By Leslie Gornstein Oct 26, 2007 7:58 PMTags

From what I've read, the hottest concert ticket this year is for Miley Cyrus, and I have to ask, what's the deal? Why is she so popular?
—Cecelia, Dallas

The B!tch Replies:  What part of devil-spawned media-marketing vortex powered by the Skittles-fueled fever dreams of eight-year-olds don't you understand? Miley Cyrus, aka Hannah Montana, is the product of a careful media strategy backed by a bazillion-buck communications corporation. She is cute, obedient, nonthreatening and in possession of a modicum of talent. So of course she's driving first-graders into a drooling grand mal seizure of need. She is what David Cassidy, Tiffany, the Wiggles and Debbie Gibson were to past generations: pure packaging.

In Cyrus we have a blue-eyed daddy's girl who knows how to sit still and pose for People, while Billy Ray brags about what a strict pa he is. And Middle America coos and sighs and remembers a nonexistent past when they, too, skipped stones at the local watering hole and made eyes at the dreamy soda jerk at the Woolworth's.
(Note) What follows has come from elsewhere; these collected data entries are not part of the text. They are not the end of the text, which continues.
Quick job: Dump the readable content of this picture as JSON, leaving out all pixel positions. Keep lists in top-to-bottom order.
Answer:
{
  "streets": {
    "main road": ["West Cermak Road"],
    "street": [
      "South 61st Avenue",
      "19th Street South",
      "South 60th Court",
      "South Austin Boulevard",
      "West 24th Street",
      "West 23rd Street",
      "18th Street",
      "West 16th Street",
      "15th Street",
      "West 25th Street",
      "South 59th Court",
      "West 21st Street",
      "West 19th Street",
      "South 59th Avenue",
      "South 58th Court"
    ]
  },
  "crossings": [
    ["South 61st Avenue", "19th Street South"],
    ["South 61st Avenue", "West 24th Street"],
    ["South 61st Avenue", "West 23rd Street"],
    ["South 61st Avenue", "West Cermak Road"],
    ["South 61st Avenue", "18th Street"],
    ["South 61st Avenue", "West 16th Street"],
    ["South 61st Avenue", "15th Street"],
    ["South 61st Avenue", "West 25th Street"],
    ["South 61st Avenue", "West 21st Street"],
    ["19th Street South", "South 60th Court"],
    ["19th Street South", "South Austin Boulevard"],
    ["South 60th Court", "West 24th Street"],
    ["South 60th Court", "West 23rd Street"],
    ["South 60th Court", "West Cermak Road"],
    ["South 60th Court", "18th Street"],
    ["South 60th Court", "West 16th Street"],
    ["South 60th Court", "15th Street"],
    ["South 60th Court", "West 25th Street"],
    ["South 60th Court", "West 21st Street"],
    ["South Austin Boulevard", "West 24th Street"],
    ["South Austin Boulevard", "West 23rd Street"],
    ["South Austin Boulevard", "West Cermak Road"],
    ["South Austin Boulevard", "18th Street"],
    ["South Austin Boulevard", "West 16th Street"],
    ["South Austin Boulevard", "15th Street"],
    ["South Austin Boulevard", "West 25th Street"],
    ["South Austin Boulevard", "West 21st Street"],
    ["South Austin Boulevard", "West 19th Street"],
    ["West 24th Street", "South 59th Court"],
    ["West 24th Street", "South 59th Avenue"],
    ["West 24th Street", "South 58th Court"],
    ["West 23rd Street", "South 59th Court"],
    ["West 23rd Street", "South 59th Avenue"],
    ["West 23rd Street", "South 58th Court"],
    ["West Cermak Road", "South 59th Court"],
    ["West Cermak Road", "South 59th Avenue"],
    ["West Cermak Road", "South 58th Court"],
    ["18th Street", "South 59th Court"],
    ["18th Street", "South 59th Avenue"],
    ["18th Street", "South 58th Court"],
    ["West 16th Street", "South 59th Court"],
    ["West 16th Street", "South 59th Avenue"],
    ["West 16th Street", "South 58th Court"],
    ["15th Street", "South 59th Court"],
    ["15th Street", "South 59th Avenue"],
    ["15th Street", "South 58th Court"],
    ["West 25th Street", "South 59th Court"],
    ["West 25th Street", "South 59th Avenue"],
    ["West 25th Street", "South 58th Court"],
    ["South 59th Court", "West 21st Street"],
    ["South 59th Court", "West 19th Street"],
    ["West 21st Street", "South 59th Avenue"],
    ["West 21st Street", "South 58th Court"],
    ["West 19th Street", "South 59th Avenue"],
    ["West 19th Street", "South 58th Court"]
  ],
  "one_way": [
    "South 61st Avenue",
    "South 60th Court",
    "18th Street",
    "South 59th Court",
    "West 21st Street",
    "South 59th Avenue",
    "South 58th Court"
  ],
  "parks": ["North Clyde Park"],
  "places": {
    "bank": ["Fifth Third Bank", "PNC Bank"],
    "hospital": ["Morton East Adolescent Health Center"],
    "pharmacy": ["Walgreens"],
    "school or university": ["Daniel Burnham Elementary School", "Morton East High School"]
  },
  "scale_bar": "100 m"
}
And these parents whip out their wallets, determined to buy their children a piece of that imaginary innocence—for upwards of $2,000 per concert ticket. (Crafty brokers were way ahead on this trend and snatched most of the $63 seats, now selling for hundreds of bucks.) 

Observe the following formula: pliant child actor + Disney marketing warlocks + carefully crafted squeaky-clean PR campaign + guilty overworked parents + pie-eyed, credulous target audience. It's the perfect formula for world domination. I'm spontaneously rubbing my hands together and cackling at the mere writing of it.

And there's one more factor. Cyrus plays a character with particular appeal to tweens: an accessible superstar. Hannah Montana is a pop sensation who masquerades as an ordinary girl, Miley Stewart, so she can have a normal life. What kid hasn't fantasized about befriending their favorite singer and having them over for a game of Dance Dance Revolution? The concept is almost evil in its perfection, like designing a cat treat laced with baby mouse ears and tuna juice.

"The celebrity-driven culture today is all-pervasive," says Bobbie Carlton, marketing director for the teenybopper publishing house B*tween Productions. "Hannah Montana represents the best of that without the worst; Hannah is the superstar with all the perks, but the 'real-girl' life is still accessible to her through her alter ego and secret identity."

Accessible. Sure. If you have $2,000 for a seat to her show.